From the entries below, transcribe exactly the lines between the line holding "418,831 L 429,838" and the line holding "28,1859 28,2020 355,2020", inclusive; skip all other lines.

++++ Records shown

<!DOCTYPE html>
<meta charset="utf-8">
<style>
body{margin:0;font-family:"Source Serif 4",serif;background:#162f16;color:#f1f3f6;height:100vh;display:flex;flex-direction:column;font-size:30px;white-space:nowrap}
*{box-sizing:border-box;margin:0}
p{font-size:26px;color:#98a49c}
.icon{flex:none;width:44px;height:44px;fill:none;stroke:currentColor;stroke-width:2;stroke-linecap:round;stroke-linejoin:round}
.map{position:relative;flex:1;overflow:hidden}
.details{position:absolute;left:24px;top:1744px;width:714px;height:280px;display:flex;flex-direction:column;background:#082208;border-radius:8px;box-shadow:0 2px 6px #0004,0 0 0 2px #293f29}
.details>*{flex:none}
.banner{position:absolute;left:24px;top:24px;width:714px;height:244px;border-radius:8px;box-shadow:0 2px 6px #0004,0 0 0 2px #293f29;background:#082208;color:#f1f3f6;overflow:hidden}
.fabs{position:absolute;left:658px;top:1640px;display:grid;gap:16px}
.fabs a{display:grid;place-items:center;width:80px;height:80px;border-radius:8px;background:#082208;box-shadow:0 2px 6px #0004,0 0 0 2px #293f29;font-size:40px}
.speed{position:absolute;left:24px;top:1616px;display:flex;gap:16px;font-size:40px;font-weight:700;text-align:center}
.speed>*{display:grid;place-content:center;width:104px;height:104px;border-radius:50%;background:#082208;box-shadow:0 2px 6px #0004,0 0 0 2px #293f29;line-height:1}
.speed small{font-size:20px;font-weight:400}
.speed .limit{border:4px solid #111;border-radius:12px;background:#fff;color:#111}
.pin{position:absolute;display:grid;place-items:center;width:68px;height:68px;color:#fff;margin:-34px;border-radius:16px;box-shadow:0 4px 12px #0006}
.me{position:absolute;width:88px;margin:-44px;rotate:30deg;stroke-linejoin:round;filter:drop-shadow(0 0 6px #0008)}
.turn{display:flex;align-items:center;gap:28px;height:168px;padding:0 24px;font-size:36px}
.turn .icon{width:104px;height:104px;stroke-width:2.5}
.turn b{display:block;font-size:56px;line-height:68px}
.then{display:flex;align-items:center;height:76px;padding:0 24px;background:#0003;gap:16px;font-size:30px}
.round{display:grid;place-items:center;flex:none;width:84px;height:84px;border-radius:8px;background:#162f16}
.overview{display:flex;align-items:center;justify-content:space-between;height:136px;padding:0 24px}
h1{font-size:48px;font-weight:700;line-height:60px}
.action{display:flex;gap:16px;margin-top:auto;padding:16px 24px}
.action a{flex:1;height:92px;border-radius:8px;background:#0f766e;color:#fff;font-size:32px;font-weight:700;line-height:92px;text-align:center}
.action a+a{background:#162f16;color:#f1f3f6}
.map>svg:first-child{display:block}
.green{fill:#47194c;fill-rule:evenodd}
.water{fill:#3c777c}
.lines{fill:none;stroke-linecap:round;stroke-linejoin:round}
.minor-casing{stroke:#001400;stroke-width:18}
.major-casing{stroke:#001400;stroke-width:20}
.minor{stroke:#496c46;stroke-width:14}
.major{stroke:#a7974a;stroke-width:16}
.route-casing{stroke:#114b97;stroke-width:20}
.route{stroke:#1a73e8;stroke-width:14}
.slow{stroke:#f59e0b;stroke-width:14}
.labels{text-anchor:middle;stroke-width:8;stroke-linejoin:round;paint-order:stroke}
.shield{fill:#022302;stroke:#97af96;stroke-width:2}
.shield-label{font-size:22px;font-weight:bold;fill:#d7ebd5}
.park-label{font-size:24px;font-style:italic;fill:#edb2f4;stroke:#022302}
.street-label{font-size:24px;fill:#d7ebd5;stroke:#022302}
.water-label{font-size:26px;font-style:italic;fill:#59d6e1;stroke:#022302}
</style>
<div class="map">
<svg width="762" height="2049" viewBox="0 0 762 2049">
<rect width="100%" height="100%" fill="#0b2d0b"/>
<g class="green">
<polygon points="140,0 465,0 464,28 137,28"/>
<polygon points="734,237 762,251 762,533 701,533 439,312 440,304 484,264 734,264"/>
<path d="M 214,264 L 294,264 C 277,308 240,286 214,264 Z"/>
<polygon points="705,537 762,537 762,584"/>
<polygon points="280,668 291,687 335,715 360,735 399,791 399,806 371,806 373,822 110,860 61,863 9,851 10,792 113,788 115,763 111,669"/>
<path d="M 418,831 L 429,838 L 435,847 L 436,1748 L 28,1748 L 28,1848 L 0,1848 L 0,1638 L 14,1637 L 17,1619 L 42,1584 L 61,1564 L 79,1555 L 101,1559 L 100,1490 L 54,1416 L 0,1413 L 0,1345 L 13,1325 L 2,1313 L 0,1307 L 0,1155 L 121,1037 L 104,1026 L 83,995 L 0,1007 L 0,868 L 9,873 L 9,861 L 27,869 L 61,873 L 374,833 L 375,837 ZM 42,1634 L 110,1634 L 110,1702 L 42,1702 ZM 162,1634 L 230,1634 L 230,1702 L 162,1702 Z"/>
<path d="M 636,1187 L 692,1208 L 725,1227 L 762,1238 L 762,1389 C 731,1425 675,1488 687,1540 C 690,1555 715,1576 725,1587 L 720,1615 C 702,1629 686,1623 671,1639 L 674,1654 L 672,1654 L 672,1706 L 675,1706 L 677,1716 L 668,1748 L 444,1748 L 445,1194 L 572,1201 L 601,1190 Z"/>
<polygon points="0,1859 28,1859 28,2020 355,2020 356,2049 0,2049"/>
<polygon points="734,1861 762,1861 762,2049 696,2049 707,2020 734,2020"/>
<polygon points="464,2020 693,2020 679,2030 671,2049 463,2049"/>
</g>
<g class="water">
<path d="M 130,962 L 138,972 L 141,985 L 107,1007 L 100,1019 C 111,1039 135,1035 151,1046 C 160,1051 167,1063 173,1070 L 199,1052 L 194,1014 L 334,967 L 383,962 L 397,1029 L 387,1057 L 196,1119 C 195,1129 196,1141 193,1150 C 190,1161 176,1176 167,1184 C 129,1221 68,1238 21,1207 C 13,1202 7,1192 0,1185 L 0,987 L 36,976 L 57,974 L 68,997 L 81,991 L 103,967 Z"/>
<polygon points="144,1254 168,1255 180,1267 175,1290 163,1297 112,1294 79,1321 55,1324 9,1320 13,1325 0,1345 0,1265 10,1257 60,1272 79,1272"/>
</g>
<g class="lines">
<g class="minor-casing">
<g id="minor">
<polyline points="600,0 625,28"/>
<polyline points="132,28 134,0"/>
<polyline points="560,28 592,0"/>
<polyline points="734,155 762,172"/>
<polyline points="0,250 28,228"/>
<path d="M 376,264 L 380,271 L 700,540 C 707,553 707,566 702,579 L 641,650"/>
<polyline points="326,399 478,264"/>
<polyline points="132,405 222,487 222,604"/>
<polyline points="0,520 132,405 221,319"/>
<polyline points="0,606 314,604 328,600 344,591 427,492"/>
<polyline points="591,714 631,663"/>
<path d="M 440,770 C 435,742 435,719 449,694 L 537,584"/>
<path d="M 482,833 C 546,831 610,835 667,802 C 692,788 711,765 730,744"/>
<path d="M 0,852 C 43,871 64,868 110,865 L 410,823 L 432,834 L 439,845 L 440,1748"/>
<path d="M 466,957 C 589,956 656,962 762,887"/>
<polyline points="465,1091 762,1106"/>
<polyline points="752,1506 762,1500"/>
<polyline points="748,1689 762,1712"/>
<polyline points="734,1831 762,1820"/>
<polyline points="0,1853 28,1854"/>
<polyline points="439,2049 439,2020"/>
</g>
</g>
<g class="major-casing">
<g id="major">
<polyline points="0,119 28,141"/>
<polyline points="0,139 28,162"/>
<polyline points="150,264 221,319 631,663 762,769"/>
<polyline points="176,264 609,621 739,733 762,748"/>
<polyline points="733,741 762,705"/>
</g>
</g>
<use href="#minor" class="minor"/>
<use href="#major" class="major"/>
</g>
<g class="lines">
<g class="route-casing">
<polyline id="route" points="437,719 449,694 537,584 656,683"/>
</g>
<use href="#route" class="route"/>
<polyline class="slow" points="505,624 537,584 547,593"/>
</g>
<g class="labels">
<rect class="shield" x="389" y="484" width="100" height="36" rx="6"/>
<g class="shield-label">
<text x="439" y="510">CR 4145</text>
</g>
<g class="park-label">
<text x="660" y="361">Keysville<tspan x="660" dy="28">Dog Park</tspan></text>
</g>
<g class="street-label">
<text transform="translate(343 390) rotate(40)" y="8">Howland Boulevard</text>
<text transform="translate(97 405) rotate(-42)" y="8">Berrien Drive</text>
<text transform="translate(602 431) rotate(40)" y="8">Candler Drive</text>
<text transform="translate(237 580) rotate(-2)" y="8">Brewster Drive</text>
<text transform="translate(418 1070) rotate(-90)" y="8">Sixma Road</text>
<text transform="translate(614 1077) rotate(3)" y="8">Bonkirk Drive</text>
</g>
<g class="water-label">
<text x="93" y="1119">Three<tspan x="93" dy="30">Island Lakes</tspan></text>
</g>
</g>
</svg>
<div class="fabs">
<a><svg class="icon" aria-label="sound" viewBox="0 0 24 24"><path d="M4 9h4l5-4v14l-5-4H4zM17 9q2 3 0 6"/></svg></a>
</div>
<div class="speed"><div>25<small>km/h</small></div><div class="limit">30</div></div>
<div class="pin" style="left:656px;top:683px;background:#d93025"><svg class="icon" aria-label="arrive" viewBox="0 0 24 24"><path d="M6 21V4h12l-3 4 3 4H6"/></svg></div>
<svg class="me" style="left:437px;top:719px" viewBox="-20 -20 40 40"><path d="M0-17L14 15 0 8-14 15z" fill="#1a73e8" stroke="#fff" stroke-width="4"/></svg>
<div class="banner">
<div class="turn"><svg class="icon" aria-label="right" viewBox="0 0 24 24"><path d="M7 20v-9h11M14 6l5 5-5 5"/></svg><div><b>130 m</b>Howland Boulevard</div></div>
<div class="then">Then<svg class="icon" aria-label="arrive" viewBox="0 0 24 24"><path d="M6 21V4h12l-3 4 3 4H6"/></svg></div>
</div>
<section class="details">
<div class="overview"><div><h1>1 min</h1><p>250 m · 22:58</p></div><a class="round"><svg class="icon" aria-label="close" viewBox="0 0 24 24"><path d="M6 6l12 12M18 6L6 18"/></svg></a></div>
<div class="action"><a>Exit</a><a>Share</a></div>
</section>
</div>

++++++++

The completed task
<path d="M 418,831 L 429,838 L 435,847 L 436,1748 L 28,1748 L 28,1848 L 0,1848 L 0,1638 L 14,1637 L 17,1619 L 42,1584 L 61,1564 L 79,1555 L 101,1559 L 100,1490 L 54,1416 L 0,1413 L 0,1345 L 13,1325 L 2,1313 L 0,1307 L 0,1155 L 121,1037 L 104,1026 L 83,995 L 0,1007 L 0,868 L 9,873 L 9,861 L 27,869 L 61,873 L 374,833 L 375,837 ZM 42,1634 L 110,1634 L 110,1702 L 42,1702 ZM 162,1634 L 230,1634 L 230,1702 L 162,1702 Z"/>
<path d="M 636,1187 L 692,1208 L 725,1227 L 762,1238 L 762,1389 C 731,1425 675,1488 687,1540 C 690,1555 715,1576 725,1587 L 720,1615 C 702,1629 686,1623 671,1639 L 674,1654 L 672,1654 L 672,1706 L 675,1706 L 677,1716 L 668,1748 L 444,1748 L 445,1194 L 572,1201 L 601,1190 Z"/>
<polygon points="0,1859 28,1859 28,2020 355,2020 356,2049 0,2049"/>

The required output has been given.